Meantime, the cleanup effort in Chennai has stumbled. Veolia's workers have gone on strike three times since 2001. Authorities have accused the company of inflating its bills; Veolia disputed it and countered that it does not get paid on time - a fact that has diminished its enthusiasm for aggressive bidding elsewhere.

In addition, Veolia's contract, now under negotiation, calls for collection only, not disposal. So rather than landfilling the garbage, it simply dumps 1,200 tons of trash a day into a 100-acre-plus marshy mess in Perungudi, one of the most expensive and rapidly growing parts of Chennai.

The open dump, which adjoins a reservoir of drinking water, holds waste that runs 20 feet deep. Runoff has polluted the groundwater and caused skin rashes and breathing problems in nearby communities, says Exnora, a nongovernmental agency.

Burning mounds of organic waste and plastic release plumes of toxic white smoke and cloak the bustling business hub in a white cloud. On a recent day ragpickers, including children, dug through piles of trash, hoping to find something salvageable that they could later sell.

On some days rainy weather and mud prevent trucks from entering, so a few old bulldozers pound the garbage to submission. Veolia executives insist there is little they can do for now. "I don't really like the contract," says Mora, who runs the Asian operation. "Yes, we did a good job of cleaning the garbage and cleaning the city. But the treatment is still done by the local government, and they are not doing it properly. It's just kind of a dump site. I am frustrated by that."

It's Not Pretty

There's plenty of opportunity in cleaning up Asia. But given the complexity of the job, few companies, large or small, want to get their hands dirty. Here are some that do:

Mahindra Acres Consulting Engineers (India)
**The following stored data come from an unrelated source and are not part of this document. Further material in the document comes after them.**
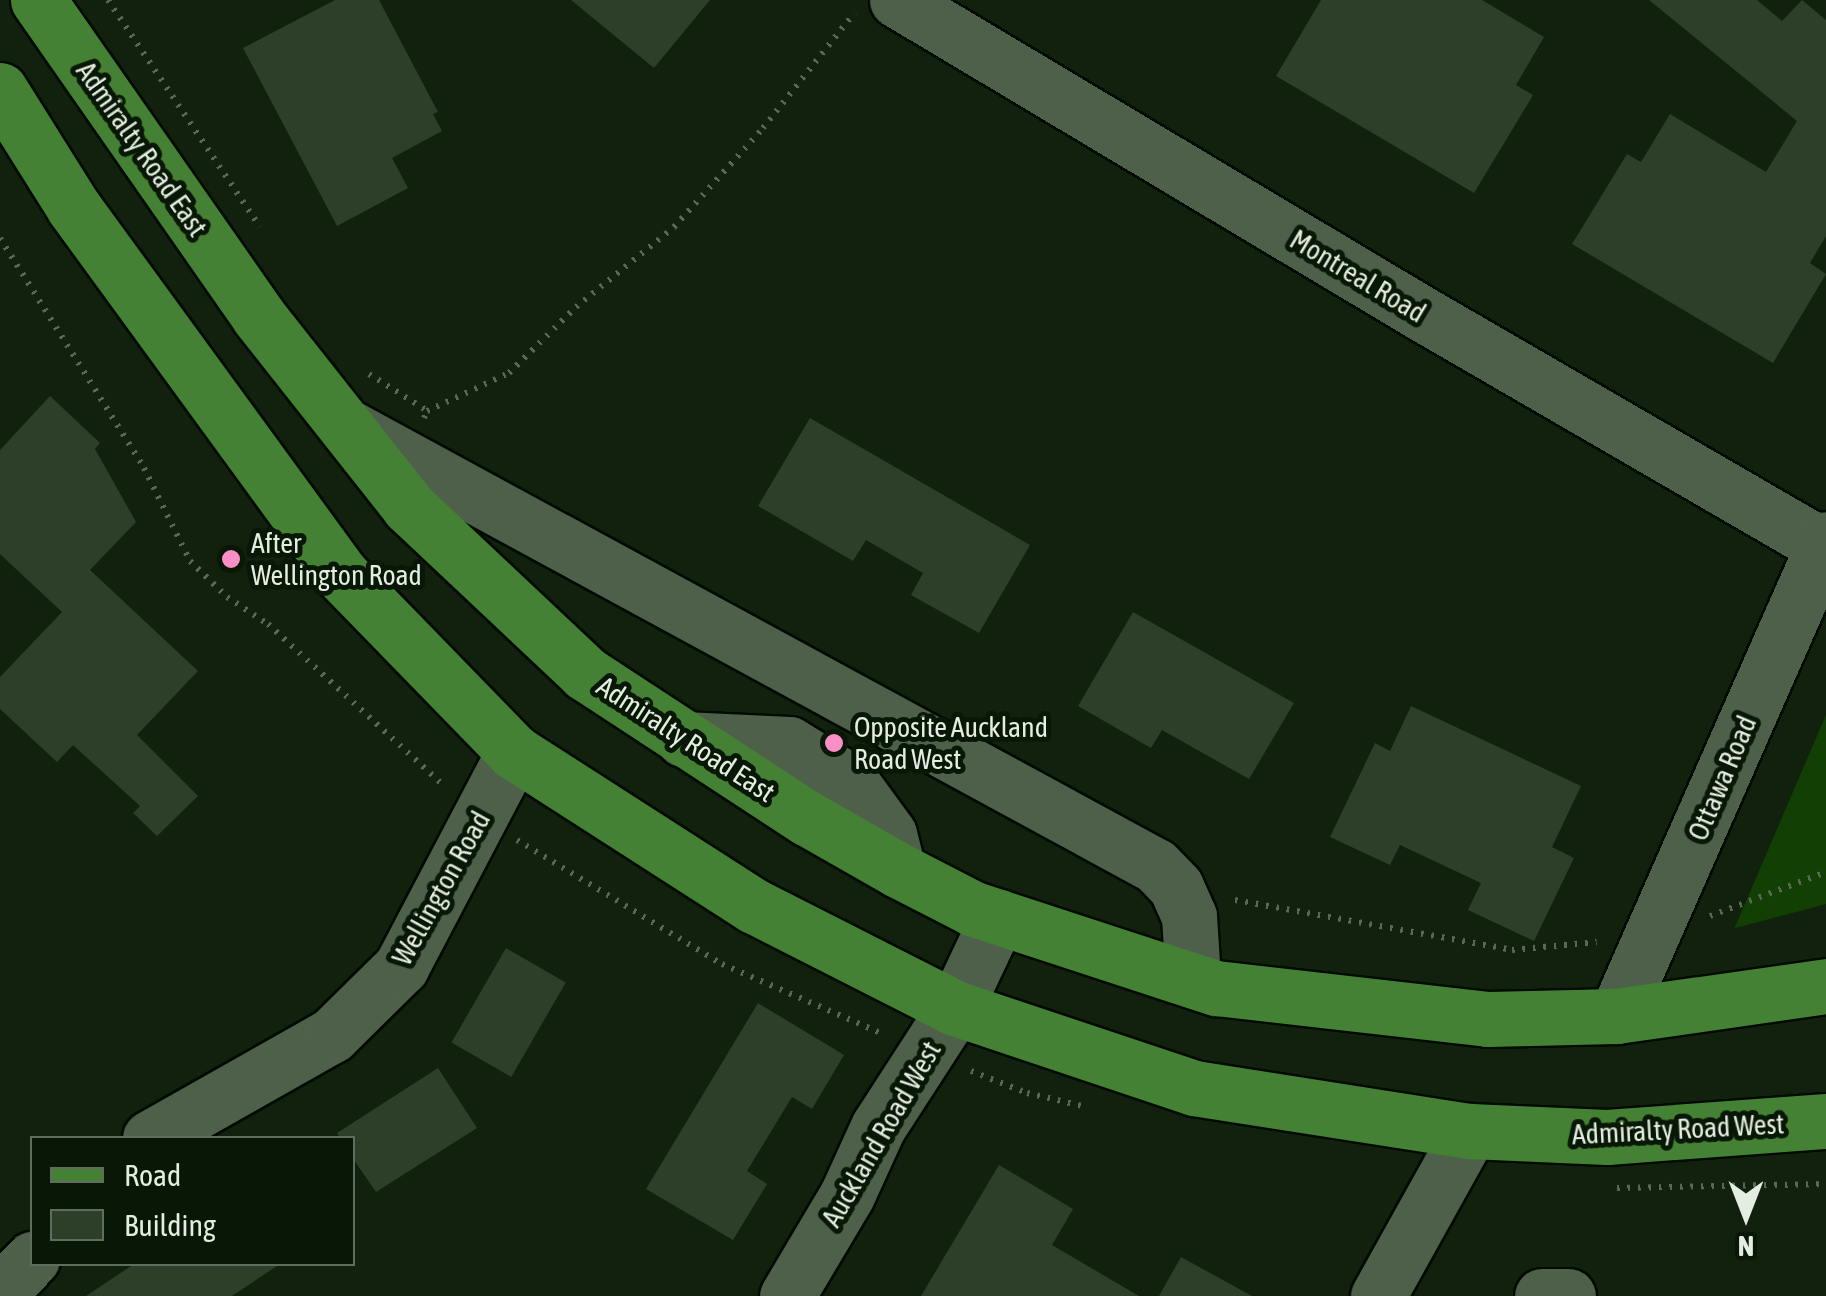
<!DOCTYPE html>
<html>
<head>
<meta charset="utf-8">
<style>
  body { margin:0 }
  #map { position:relative; width:1826px; height:1296px; overflow:hidden; background:#12210e; font-family:"Asap Condensed",sans-serif }
  div>[style] { position:absolute }
  [style*='--x'] { left:calc(var(--x)*1px); top:calc(var(--y)*1px); width:calc(var(--w)*1px); rotate:calc(var(--a)*1deg) }
  .green>* { inset:0; background:#124004 }
  .building>* { inset:0; background:#2d3e29; transform-origin:0 0 }
  .path>* { height:6px; margin-top:-3px; transform-origin:0; background:repeating-linear-gradient(90deg,#596756 0 2.5px,transparent 0 10.5px) }
  .roads { filter:drop-shadow(2px 0 #010a00) drop-shadow(-2px 0 #010a00) drop-shadow(0 2px #010a00) drop-shadow(0 -2px #010a00) }
  .minor>* { height:55px; margin:-27.5px; padding:0 27.5px; transform-origin:27.5px; border-radius:27.5px; background:#4e604a }
  .major>* { height:55px; margin:-27.5px; padding:0 27.5px; transform-origin:27.5px; border-radius:27.5px; background:#458134 }
  .dots>* { width:28px; height:28px; translate:-50% -50%; box-sizing:border-box; border:5px solid #091706; border-radius:50% }
  span { translate:-50% -50%; white-space:nowrap; text-align:center; line-height:1.15; -webkit-text-stroke:10px #091706; paint-order:stroke }
  .street-label { font-size:28px; color:#e3ede1 }
  .poi-label { font-size:28px; color:#e3ede1 }
  .left { translate:0 -50%; text-align:left }
  .legend { position:absolute; left:30px; top:1136px; width:325px; height:130px; box-sizing:border-box; background:#091706; border:2px solid #606d5e; margin:0; padding:12px 18px; list-style:none; font-size:30px; color:#e3ede1 }
  .legend li { display:flex; align-items:center; gap:20px; height:50px }
  .legend b { width:50px; border:2px solid #606d5e }
  .north { position:absolute; left:1696px; top:1166px; width:100px; height:100px; -webkit-text-stroke:8px #091706; paint-order:stroke; rotate:180deg; font-size:28px; font-weight:700; line-height:40px; text-align:center; color:#e3ede1 }
  .north::after { content:''; display:block; margin:auto; width:35px; height:45px; background:#e3ede1; clip-path:polygon(50% 0,100% 100%,50% 72%,0 100%) }
</style>
</head>
<body>
<div id="map">
  <div class="green">
    <div style="clip-path:polygon(1826px 715px,1826px 904px,1735px 928px,1735px 927px)"></div>
  </div>
  <div class="building">
    <div style="clip-path:polygon(335px 0,379px 0,438px 112px,433px 114px,442px 131px,392px 158px,408px 188px,337px 226px,243px 48px)"></div>
    <div style="clip-path:polygon(571px 0,710px 0,654px 68px)"></div>
    <div style="clip-path:polygon(1321px 0,1482px 0,1544px 37px,1516px 85px,1533px 95px,1474px 193px,1276px 76px)"></div>
    <div style="clip-path:polygon(1649px 0,1757px 0,1782px 21px,1802px 0,1826px 20px,1826px 236px,1810px 263px,1826px 274px,1773px 363px,1572px 244px,1627px 154px,1641px 162px,1670px 114px,1766px 172px,1797px 121px)"></div>
    <div style="clip-path:polygon(50px 396px,100px 443px,95px 449px,136px 522px,90px 570px,198px 671px,137px 735px,198px 796px,157px 836px,133px 813px,140px 806px,73px 745px,57px 762px,0 709px,0 677px,62px 612px,0 554px,0 450px)"></div>
    <div style="clip-path:polygon(810px 418px,1030px 545px,979px 633px,911px 595px,923px 573px,866px 540px,853px 561px,758px 506px)"></div>
    <div style="clip-path:polygon(1133px 612px,1294px 703px,1249px 779px,1162px 730px,1151px 748px,1078px 706px)"></div>
    <div style="clip-path:polygon(1411px 706px,1581px 786px,1552px 847px,1574px 858px,1534px 941px,1468px 910px,1481px 883px,1400px 845px,1390px 865px,1330px 837px,1375px 743px,1390px 751px)"></div>
    <div style="left:506px;top:948px;width:69px;height:109px;rotate:30deg"></div>
    <div style="clip-path:polygon(758px 1003px,844px 1055px,812px 1109px,792px 1097px,747px 1171px,767px 1184px,733px 1240px,646px 1189px)"></div>
    <div style="clip-path:polygon(438px 1068px,477px 1128px,376px 1192px,352px 1157px,352px 1138px,340px 1138px,337px 1133px)"></div>
    <div style="clip-path:polygon(999px 1165px,1073px 1209px,1052px 1245px,1139px 1296px,921px 1296px)"></div>
    <div style="clip-path:polygon(1181px 1257px,1252px 1296px,1159px 1296px)"></div>
    <div style="clip-path:polygon(134px 1264px,280px 1264px,232px 1296px,86px 1296px)"></div>
  </div>
  <div class="path">
    <div style="--x:108;--y:0;--w:273;--a:56.2"></div>
    <div style="--x:0;--y:238;--w:271;--a:57.9"></div>
    <div style="--x:144;--y:468;--w:104;--a:63.7"></div>
    <div style="--x:190;--y:561;--w:52;--a:44.2"></div>
    <div style="--x:227;--y:597;--w:49;--a:33.4"></div>
    <div style="--x:268;--y:624;--w:238;--a:42.6"></div>
    <div style="--x:369;--y:374;--w:67;--a:32.3"></div>
    <div style="--x:424;--y:418;--w:8;--a:-67"></div>
    <div style="--x:427;--y:411;--w:90;--a:-24.9"></div>
    <div style="--x:509;--y:373;--w:94;--a:-44.6"></div>
    <div style="--x:576;--y:307;--w:127;--a:-39.2"></div>
    <div style="--x:674;--y:227;--w:133;--a:-48"></div>
    <div style="--x:763;--y:128;--w:147;--a:-51.6"></div>
    <div style="--x:517;--y:840;--w:240;--a:31.2"></div>
    <div style="--x:722;--y:964;--w:178;--a:23.5"></div>
    <div style="--x:1235;--y:900;--w:281;--a:10.2"></div>
    <div style="--x:1512;--y:950;--w:85;--a:-5.4"></div>
    <div style="--x:1710;--y:916;--w:124;--a:-20.8"></div>
    <div style="--x:971;--y:1071;--w:60;--a:21.4"></div>
    <div style="--x:1027;--y:1093;--w:62;--a:13.1"></div>
    <div style="--x:1617;--y:1188;--w:209;--a:-1.1"></div>
  </div>
  <div class="roads">
    <div class="minor">
      <div style="--x:897;--y:0;--w:610;--a:30.85"></div>
      <div style="--x:1421;--y:313;--w:465;--a:30.1"></div>
      <div style="--x:350;--y:428;--w:917;--a:28.52"></div>
      <div style="--x:1156;--y:866;--w:29;--a:46"></div>
      <div style="--x:1176;--y:887;--w:32;--a:66"></div>
      <div style="--x:1189;--y:916;--w:64;--a:86.4"></div>
      <div style="--x:683;--y:739;--w:106;--a:2.7"></div>
      <div style="--x:789;--y:744;--w:73;--a:31.5"></div>
      <div style="--x:851;--y:782;--w:64;--a:53.8"></div>
      <div style="--x:889;--y:834;--w:37;--a:76"></div>
      <div style="--x:1616;--y:1016;--w:521;--a:-66.24"></div>
      <div style="--x:150;--y:1138;--w:209;--a:-29.5"></div>
      <div style="--x:332;--y:1035;--w:97;--a:-44.6"></div>
      <div style="--x:401;--y:967;--w:243;--a:-62.3"></div>
      <div style="--x:0;--y:1292;--w:46;--a:-45.9"></div>
      <div style="--x:787;--y:1296;--w:117;--a:-59.3"></div>
      <div style="--x:847;--y:1195;--w:75;--a:-65.5"></div>
      <div style="--x:878;--y:1127;--w:142;--a:-57.1"></div>
      <div style="--x:955;--y:1008;--w:101;--a:-64.7"></div>
      <div style="--x:1378;--y:1296;--w:189;--a:-60.9"></div>
      <div style="--x:1542;--y:1296;--w:26;--a:0"></div>
    </div>
    <div class="major">
      <div style="--x:38;--y:0;--w:386;--a:55.1"></div>
      <div style="--x:259;--y:317;--w:242;--a:51.7"></div>
      <div style="--x:409;--y:507;--w:242;--a:43.3"></div>
      <div style="--x:585;--y:673;--w:265;--a:33.2"></div>
      <div style="--x:807;--y:818;--w:105;--a:29.7"></div>
      <div style="--x:898;--y:870;--w:85;--a:27.2"></div>
      <div style="--x:974;--y:909;--w:255;--a:18.1"></div>
      <div style="--x:1216;--y:988;--w:274;--a:6.5"></div>
      <div style="--x:1488;--y:1019;--w:128;--a:-1.3"></div>
      <div style="--x:1616;--y:1016;--w:212;--a:-8.1"></div>
      <div style="--x:0;--y:90;--w:139;--a:57.9"></div>
      <div style="--x:74;--y:208;--w:450;--a:53.9"></div>
      <div style="--x:339;--y:572;--w:251;--a:45.8"></div>
      <div style="--x:514;--y:752;--w:285;--a:32.7"></div>
      <div style="--x:754;--y:906;--w:225;--a:26.9"></div>
      <div style="--x:955;--y:1008;--w:252;--a:18.5"></div>
      <div style="--x:1194;--y:1088;--w:279;--a:8.9"></div>
      <div style="--x:1470;--y:1131;--w:137;--a:2.5"></div>
      <div style="--x:1607;--y:1137;--w:220;--a:-4.2"></div>
    </div>
  </div>
  <div class="dots">
    <div style="left:231px;top:559px;background:#fb8fc5"></div>
    <div style="left:834px;top:743px;background:#fb8fc5"></div>
  </div>
  <div class="street-label">
    <span style="left:142px;top:149px;rotate:55deg">Admiralty Road East</span>
    <span style="left:1358px;top:276px;rotate:31deg">Montreal Road</span>
    <span style="left:686px;top:739px;rotate:33deg">Admiralty Road East</span>
    <span style="left:1722px;top:778px;rotate:-67deg">Ottawa Road</span>
    <span style="left:441px;top:888px;rotate:-61deg">Wellington Road</span>
    <span style="left:1678px;top:1129px;rotate:-3deg">Admiralty Road West</span>
    <span style="left:881px;top:1134px;rotate:-60deg">Auckland Road West</span>
  </div>
  <div class="poi-label">
    <span class="left" style="left:251px;top:559px">After<br>Wellington Road</span>
    <span class="left" style="left:854px;top:743px">Opposite Auckland<br>Road West</span>
  </div>
  <ul class="legend">
  <li><b style="height:12px;background:#458134"></b>Road</li>
  <li><b style="height:28px;background:#2d3e29"></b>Building</li>
  </ul>
  <div class="north">N</div>
</div>
</body>
</html>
Eleven-year-old company is a joint venture of one of India's ten largest industrial conglomerates and Acres International, a Canadian consulting and engineering firm.

Ramky Group (India)

Twelve-year-old company is the largest environmental and waste-management firm in India, with projects in its hometown Hyderabad, as well as Bangalore and elsewhere.

SembEnviro (Singapore)

Subsidiary of SembCorp Industries offers solid and medical waste collection, recycling and street cleaning to 1.6 million households and 40,000 commercial and industrial customers in Singapore, Australia, China and India.

ShinMaywa (Japan)

The $1 billion (sales) company builds industrial machinery, construction equipment and environmental services products like water treatment facilities and equipment and garbage transfer station systems.

Visy Industries (Australia)

One of the world's largest private packaging and recycling companies has 30 plants at home, as well as recycling operations in Singapore.